Britain, Gibraltar accuse Spain of entering British waters
At 2.40am on Sunday the Spanish police, backed up by a helicopter, entered Gibraltar’s waters without informing their Gibraltarian counterparts.
Spanish police also allegedly flew a helicopter over the Sandy Bay beach area of the island, in a move described as “extremely dangerous” by the Gibraltan government.
The Royal Navy escorted the Servicio de Vigilancia Aduanera (SVA) – Spanish police’s drugs and money laundering squad – out of the waters.
Gibraltar’s authorities said Spain should have sought their government’s assistance in seeking suspects once they crossed into Gibraltar’s territory, and said failure to do so resulted in the escape of a suspected drug smuggler.
The row is the latest escalation in the long-running dispute between the two countries over Gibraltar, which Britain added to its territories three centuries ago, but which Spain has had an eye on.
They blamed failure to do so for the escape of one suspected drug smuggler.
However, tonight Foreign Office minister Huge Swire reacted with fury to the transgression and insisted that Britain will raise the “violation of UK sovereignty” at the highest level.
“I’m positive I’m talking for the entire of Gibraltar once I say that we think about this has been a critical and pointless failure on the a part of the Spanish [police], which has had outrageous penalties in respect of the violation of our sovereignty”, Fabian Picardo, chief minister of Gibraltar, stated, the reported.

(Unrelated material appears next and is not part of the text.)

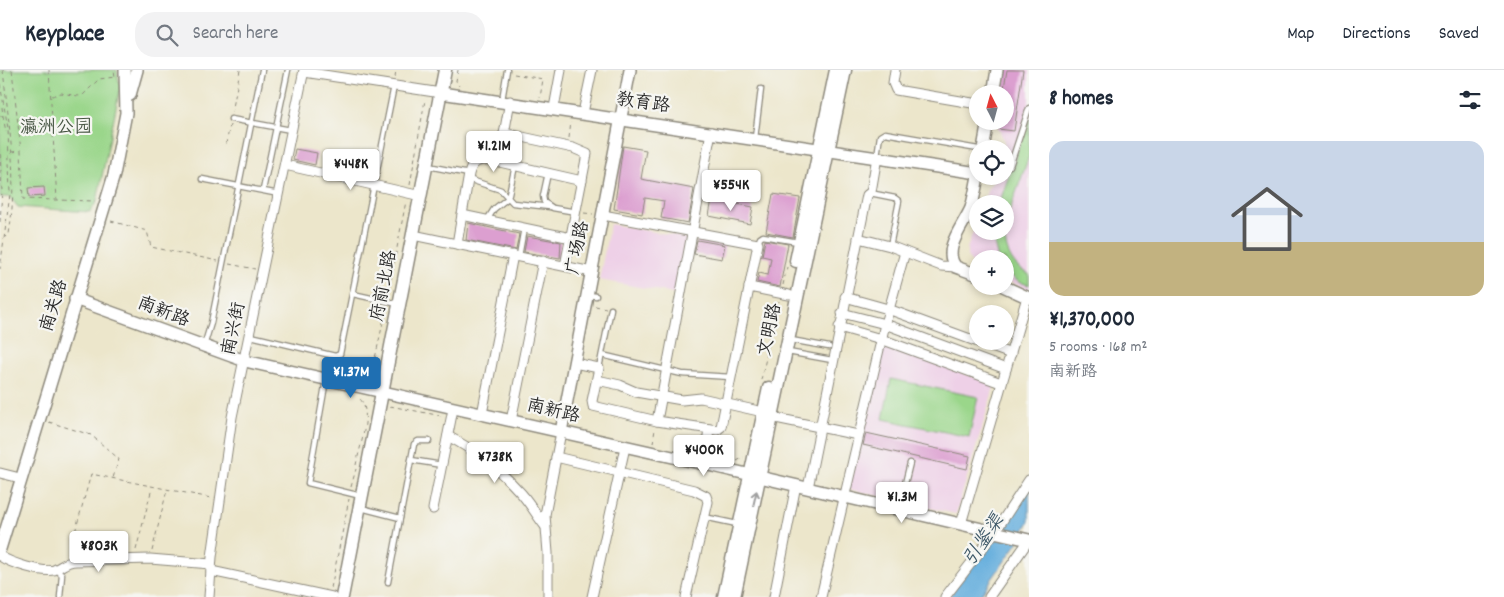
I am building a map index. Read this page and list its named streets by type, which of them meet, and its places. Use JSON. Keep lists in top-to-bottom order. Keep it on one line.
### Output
{"streets":{"main road":["府前北路","文明路"],"street":["教育路","广场路","南关路","南新路","南兴街"]},"crossings":[["教育路","广场路"],["教育路","府前北路"],["教育路","南兴街"],["教育路","文明路"],["广场路","南新路"],["府前北路","南新路"],["南关路","南新路"],["南新路","南兴街"],["南新路","文明路"]],"water":["引鉴渠"],"parks":["瀛洲公园"],"north":"top","page":{"header":"Keyplace","search":"Search here","nav":["Map","Directions","Saved"],"heading":"8 homes","map_buttons":["+","−"],"list":[{"name":"¥1,370,000","note":"5 rooms · 168 m² · 南新路"}],"price":["¥1.21M","¥448K","¥554K","¥1.37M","¥400K","¥738K","¥1.3M","¥803K"]}}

“Repeated incursions by Spanish patrols into the waters around Gibraltar are a clear violation of United Kingdom sovereignty”, British Foreign Office Minister Hugo Swire told the press on Monday.
“It was Spanish boats patrolling in Spanish waters to control illegal activities such as tobacco smuggling or illegal fishing”.
The smugglers jettisoned bales of drugs before hitting a submerged reef and abandoning their beached vessel with Spain’s customs service in hot pursuit. It beggars belief that the SVA have acted in this way that, in effect, has allowed a criminal who should be behind bars to get away.
Britain, which runs the rocky outcrop off Spain’s southern coast, said it believed the offending Spanish vessels had been pursuing other boats which may have been committing unspecified crimes. However it is completely unacceptable and unlawful under the global law of the sea to enter our waters without notifying us.